Honk

A few weeks ago, I was out for a run. As I ran by a field, I happened to encounter one of my worst fears. It scared me so much that I immediately crossed the street to continue running, and even then, I couldn’t stop looking back to make sure I was really safe.

My friends are all afraid of normal things. Snakes. Spiders. Scary movies. The dark. But snakes don’t bother me at all. I kill spiders for my roommate. I can honestly say I have never been truly frightened by a movie—even The Exorcist wasn’t as scary as I expected. And I kind of like the dark.

But my friends probably couldn’t encounter anything while out running that would scare them that much unless it was a potential murderer or a vicious dog—neither of which caused me to cross the street while I was out running that day.

I’m afraid of geese.

Yes, geese. You’re probably laughing now. Most people do when I tell them that. But there’s actually a good reason for it. When I was growing up, my across-the-street neighbors, in addition to a horse, a donkey, chickens, and goats, had geese. And these geese, who had a penchant for making their way up the driveway and taking a stroll down the street, would sometimes chase after people. Apparently, this scarred me for life.

Nothing I can do can help me get over it, either. No matter how many times I tell myself that geese can’t hurt me, I can’t seem to comprehend it. One day when I was walking by the Charles with my friend Nicole, alongside some Canadian geese, she told me to say, “Riddikulus!” (the spell to combat the boggart in the Harry Potter books). That made me laugh, but didn’t really make me less afraid.

And geese are surprisingly hard to avoid. They congregate in fields, by the river—basically wherever there’s enough room and not too many people. Unfortunately, that includes many places where I like to run.

Fear isn’t unusual for me.

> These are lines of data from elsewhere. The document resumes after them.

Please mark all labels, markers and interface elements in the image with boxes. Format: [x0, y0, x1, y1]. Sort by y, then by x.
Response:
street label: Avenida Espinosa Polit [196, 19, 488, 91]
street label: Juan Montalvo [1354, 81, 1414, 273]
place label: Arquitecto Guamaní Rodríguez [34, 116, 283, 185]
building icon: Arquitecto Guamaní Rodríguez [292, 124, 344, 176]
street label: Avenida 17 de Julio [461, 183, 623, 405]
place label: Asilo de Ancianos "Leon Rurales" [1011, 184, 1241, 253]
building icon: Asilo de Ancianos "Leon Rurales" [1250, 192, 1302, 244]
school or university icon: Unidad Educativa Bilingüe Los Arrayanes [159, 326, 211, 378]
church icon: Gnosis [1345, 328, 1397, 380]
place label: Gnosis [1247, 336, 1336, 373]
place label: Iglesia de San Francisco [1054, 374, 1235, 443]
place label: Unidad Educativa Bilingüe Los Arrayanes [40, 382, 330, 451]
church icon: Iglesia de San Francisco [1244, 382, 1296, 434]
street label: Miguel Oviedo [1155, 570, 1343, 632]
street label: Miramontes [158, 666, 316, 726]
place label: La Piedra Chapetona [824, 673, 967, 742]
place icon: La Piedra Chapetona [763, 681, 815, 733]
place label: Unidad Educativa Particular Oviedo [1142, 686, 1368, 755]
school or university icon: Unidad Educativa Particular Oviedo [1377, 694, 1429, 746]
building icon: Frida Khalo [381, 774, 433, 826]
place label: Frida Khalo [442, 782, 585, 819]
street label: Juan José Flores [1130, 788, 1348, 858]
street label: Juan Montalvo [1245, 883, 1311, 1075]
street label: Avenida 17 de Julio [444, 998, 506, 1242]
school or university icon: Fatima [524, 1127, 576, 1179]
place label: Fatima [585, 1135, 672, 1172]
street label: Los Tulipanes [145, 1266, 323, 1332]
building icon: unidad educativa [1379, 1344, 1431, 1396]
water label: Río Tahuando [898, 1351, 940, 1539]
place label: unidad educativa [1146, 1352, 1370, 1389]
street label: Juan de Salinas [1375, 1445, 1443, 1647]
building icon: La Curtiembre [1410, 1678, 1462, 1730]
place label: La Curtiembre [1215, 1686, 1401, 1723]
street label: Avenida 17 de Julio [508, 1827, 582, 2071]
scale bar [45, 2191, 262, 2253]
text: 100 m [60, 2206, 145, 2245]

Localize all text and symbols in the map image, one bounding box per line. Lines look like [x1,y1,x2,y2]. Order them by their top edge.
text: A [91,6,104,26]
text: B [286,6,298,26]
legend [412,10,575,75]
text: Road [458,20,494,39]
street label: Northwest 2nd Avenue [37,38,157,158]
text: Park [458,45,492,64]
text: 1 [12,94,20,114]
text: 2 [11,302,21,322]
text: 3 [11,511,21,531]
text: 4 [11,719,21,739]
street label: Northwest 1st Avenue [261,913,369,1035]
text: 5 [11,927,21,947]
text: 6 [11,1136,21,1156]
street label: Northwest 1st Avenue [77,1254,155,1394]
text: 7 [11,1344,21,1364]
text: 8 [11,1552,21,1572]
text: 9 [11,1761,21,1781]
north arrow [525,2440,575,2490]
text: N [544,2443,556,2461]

I am a nervous person by nature. I worry, I over-think, I sometimes make myself sick. It’s a terrible habit, and one I’m trying to work on.

And I’ve actually managed to get over some more rational but also more debilitating fears. For a long time, I was scared of certain driving situations. In C-Town, I did everything I could to avoid going through two areas that were infamous for the accidents constantly occurring there. I also avoided driving long distances. Switching lanes on the highway freaked me out. All through high school, if the swim team was going somewhere far away, I let someone else drive because I wasn’t comfortable.

I was almost twenty-one when I finally decided that I needed to get over my driving fears. Two of my best friends were staying in Boston for the summer. I was at home, forty-five minutes away, and I couldn’t see them because I was too scared to drive. So one day, I got in the car, took a deep breath, and got onto the highway. After doing this a few more times, for increasingly longer distances, I was ready to drive to Boston.

I also used to hate answering the phone. At home growing up, I always let the answering machine get it. At internships I had, I would avoid answering the phone if I possibly could. It just made me nervous, having to be responsible for giving people answers or leaving accurate messages.

Then I had a job at The Publishing Company where I was the first point of contact for the sales reps. If they had a question about anything, they had to call me first. This kind of freaked me out at first. I just wanted to yell, I don’t know what I’m doing! You can’t ask me these things!

But then I got used to it—and I realized I did know what I was doing. I actually could answer all those questions. It was a good feeling.

So I guess there’s hope for me. I’ve picked up the worrying habit that runs in my family, but maybe I really can get over it eventually.

But I’m still afraid of geese. That, I have no idea how to get over. Let me know if you have any ideas.